## PROBLEM
Where in the records does the word "lane" appear? Copy each line that holds it.

### DATA EXCERPTS

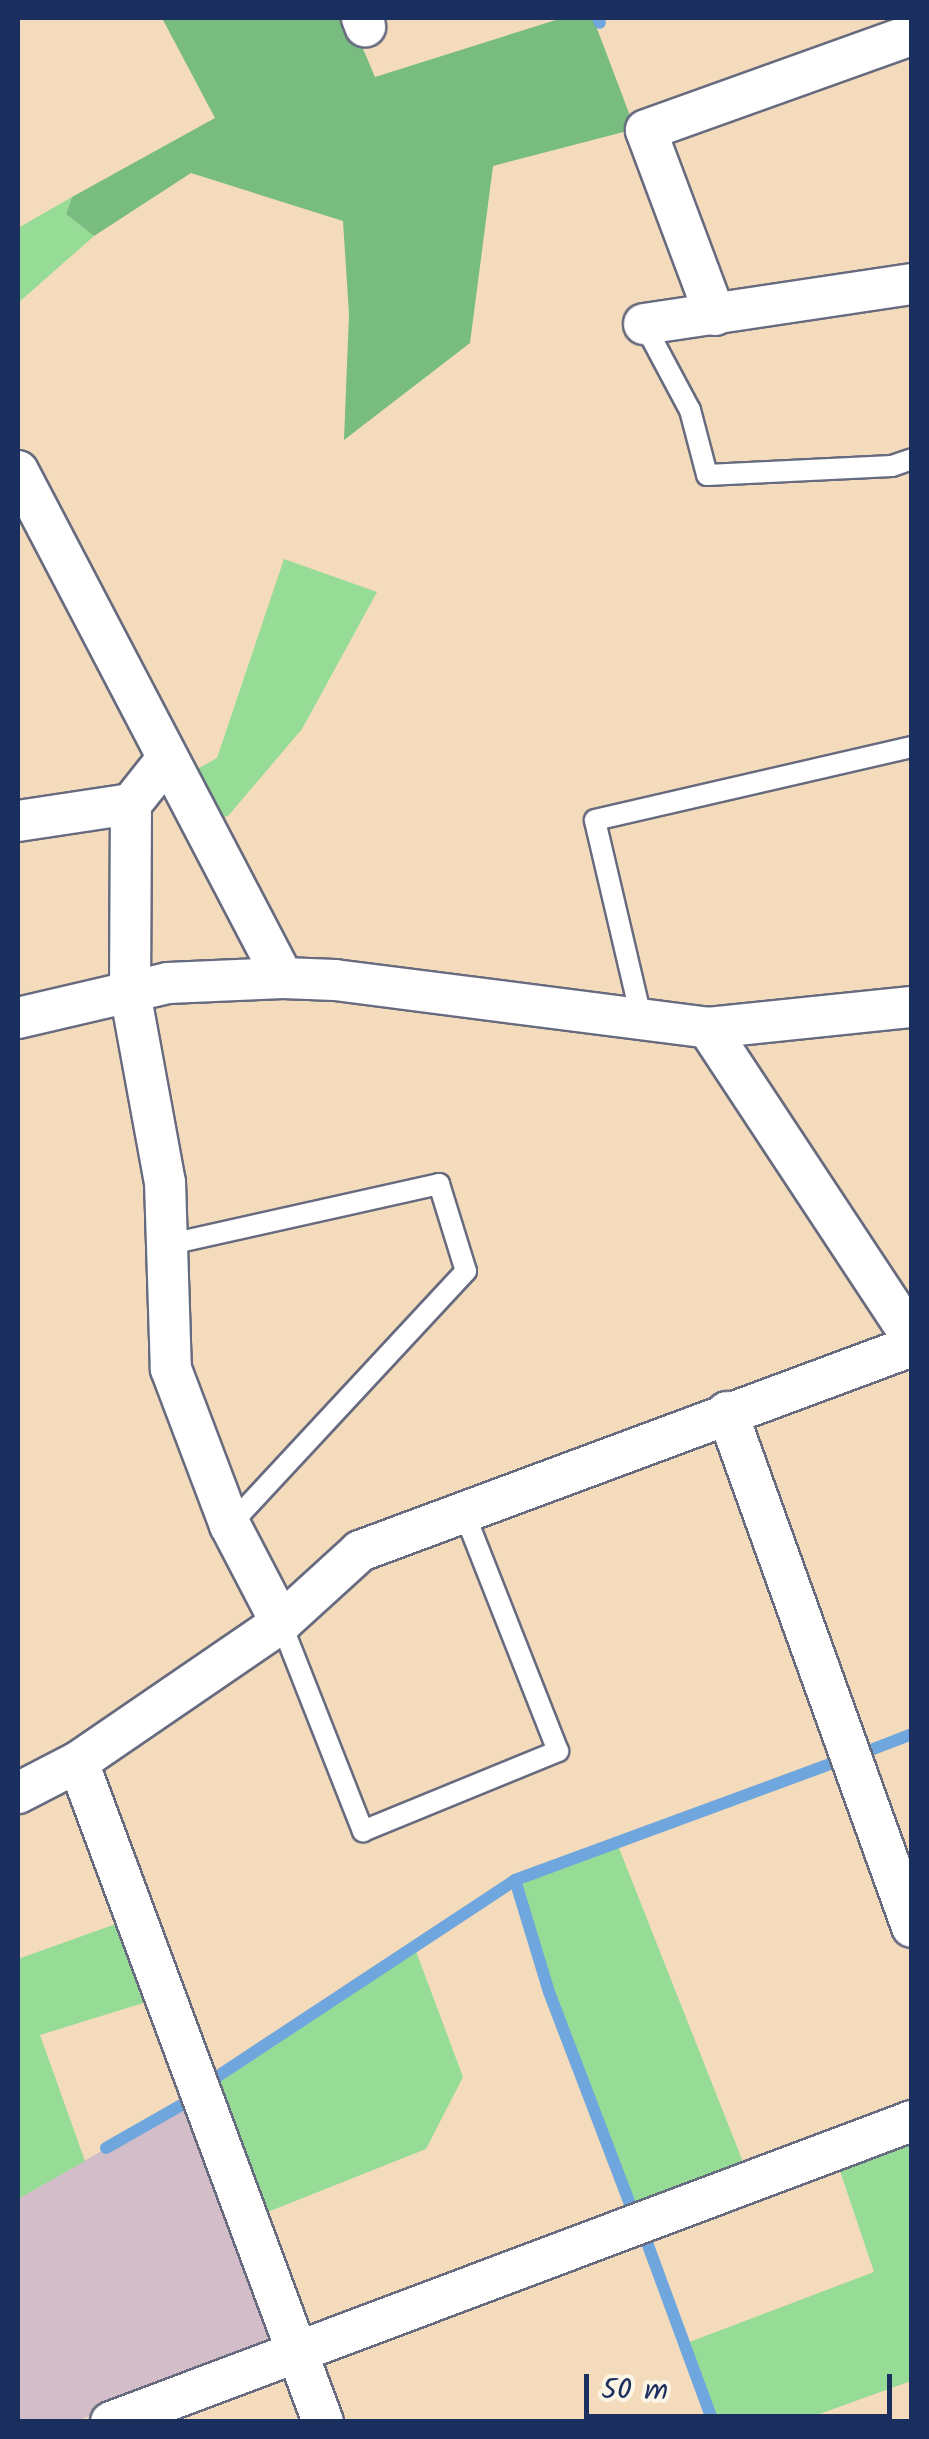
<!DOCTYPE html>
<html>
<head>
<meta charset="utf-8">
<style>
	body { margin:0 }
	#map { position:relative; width:929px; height:2439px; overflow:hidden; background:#f3dbbc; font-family:Kalam,sans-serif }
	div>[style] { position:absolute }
	.industrial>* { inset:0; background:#d2bdc8 }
	.green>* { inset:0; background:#96dc96 }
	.forest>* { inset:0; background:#78bc7f }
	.stream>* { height:12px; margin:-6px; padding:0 6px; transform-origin:6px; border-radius:6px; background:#6ea6dd }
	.roads { filter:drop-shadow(2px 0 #676b7f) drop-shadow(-2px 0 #676b7f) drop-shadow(0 2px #676b7f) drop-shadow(0 -2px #676b7f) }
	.lane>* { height:20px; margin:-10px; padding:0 10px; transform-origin:10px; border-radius:10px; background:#fff }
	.street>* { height:40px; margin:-20px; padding:0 20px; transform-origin:20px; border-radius:20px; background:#fff }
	span { translate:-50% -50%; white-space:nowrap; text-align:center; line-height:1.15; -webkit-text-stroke:9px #fcf5e5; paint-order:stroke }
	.frame { position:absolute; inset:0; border:20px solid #1b2f5e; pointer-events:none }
	.scale { position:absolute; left:584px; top:2374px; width:308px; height:45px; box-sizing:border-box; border:5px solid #1b2f5e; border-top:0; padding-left:12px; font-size:30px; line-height:35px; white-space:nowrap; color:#1b2f5e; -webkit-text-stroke:8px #fcf5e5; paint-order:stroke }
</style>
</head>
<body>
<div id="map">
	<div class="industrial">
		<i style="clip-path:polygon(190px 2100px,278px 2344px,76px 2421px,18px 2421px,18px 2199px)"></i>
	</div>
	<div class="green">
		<i style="clip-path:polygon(72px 197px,66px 214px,94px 236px,18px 303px,18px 228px)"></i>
		<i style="clip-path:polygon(284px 559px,377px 592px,302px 729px,228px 816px,214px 819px,187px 775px,217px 758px)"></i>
		<i style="clip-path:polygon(617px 1843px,745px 2167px,631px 2207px,549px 1992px,515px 1880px)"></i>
		<i style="clip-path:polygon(127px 1920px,156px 1999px,40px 2035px,85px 2161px,18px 2199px,18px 1959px)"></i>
		<i style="clip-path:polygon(414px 1946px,463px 2077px,426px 2149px,260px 2215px,218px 2076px)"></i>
		<i style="clip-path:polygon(911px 2134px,911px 2381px,800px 2421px,713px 2421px,684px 2344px,874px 2272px,837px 2162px)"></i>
	</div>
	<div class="forest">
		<i style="clip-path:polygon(162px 18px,350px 18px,375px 77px,562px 18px,593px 18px,635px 129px,493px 166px,470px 343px,344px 440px,349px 314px,343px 221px,191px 173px,94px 236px,66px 214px,72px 197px,215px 118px)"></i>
	</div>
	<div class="stream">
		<i style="left:598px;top:18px;width:5px;rotate:68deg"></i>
		<i style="left:868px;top:1751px;width:47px;rotate:-21.1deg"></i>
		<i style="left:515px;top:1880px;width:117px;rotate:73.1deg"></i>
		<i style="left:549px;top:1992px;width:230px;rotate:69.1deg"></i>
		<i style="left:218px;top:2076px;width:356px;rotate:-33.4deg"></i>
		<i style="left:515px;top:1880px;width:339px;rotate:-20.2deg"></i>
		<i style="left:106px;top:2148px;width:97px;rotate:-29.7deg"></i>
		<i style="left:645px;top:2237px;width:197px;rotate:69.8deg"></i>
	</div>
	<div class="roads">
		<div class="lane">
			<i style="left:644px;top:324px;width:98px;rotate:61.9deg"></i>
			<i style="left:690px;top:410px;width:67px;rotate:75.3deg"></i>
			<i style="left:707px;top:475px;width:185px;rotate:-2.8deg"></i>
			<i style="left:892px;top:466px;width:21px;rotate:-19deg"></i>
			<i style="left:642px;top:1021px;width:206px;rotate:-103.2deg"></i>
			<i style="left:595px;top:820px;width:325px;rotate:-13deg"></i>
			<i style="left:166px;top:1245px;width:280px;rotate:-12.6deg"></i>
			<i style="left:439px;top:1184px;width:91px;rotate:72.8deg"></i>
			<i style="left:466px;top:1271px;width:347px;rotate:132.9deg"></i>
			<i style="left:281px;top:1623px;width:224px;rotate:68.5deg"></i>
			<i style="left:363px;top:1831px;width:211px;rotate:-22.3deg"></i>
			<i style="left:558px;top:1751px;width:257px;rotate:-111.5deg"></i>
		</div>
		<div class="street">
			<i style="left:362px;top:18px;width:9px;rotate:69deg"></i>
			<i style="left:715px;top:315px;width:197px;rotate:-110.5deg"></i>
			<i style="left:646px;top:130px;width:282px;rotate:-19.7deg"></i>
			<i style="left:644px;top:324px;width:271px;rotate:-8.5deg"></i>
			<i style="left:18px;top:471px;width:572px;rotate:62.4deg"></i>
			<i style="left:166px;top:760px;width:56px;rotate:128.5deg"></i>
			<i style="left:131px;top:804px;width:188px;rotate:90.3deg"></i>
			<i style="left:130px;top:992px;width:193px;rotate:79.6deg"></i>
			<i style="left:165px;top:1182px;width:187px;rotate:88.2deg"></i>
			<i style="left:171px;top:1369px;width:167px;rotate:69.3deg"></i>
			<i style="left:230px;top:1525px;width:110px;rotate:62.5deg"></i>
			<i style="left:18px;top:821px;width:114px;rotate:-8.6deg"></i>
			<i style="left:18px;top:1018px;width:154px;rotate:-13.1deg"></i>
			<i style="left:168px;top:983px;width:115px;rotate:-2.5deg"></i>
			<i style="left:283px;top:978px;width:52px;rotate:2.2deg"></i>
			<i style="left:335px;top:980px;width:376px;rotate:7.3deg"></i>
			<i style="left:708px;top:1028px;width:205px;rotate:-5.9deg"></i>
			<i style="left:708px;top:1028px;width:370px;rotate:56.6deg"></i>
			<i style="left:727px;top:1412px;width:547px;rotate:70.24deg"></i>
			<i style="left:78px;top:1762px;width:704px;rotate:69.63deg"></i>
			<i style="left:18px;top:1793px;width:68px;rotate:-27.3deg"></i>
			<i style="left:78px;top:1762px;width:246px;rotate:-34.4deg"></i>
			<i style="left:281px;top:1623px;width:107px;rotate:-42.3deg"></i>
			<i style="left:360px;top:1551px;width:589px;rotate:-20.37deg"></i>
			<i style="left:111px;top:2422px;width:856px;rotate:-20.6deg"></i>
		</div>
	</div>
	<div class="frame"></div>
	<div class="scale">50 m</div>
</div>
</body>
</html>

######

## ANSWER AREA
	.lane>* { height:20px; margin:-10px; padding:0 10px; transform-origin:10px; border-radius:10px; background:#fff }
		<div class="lane">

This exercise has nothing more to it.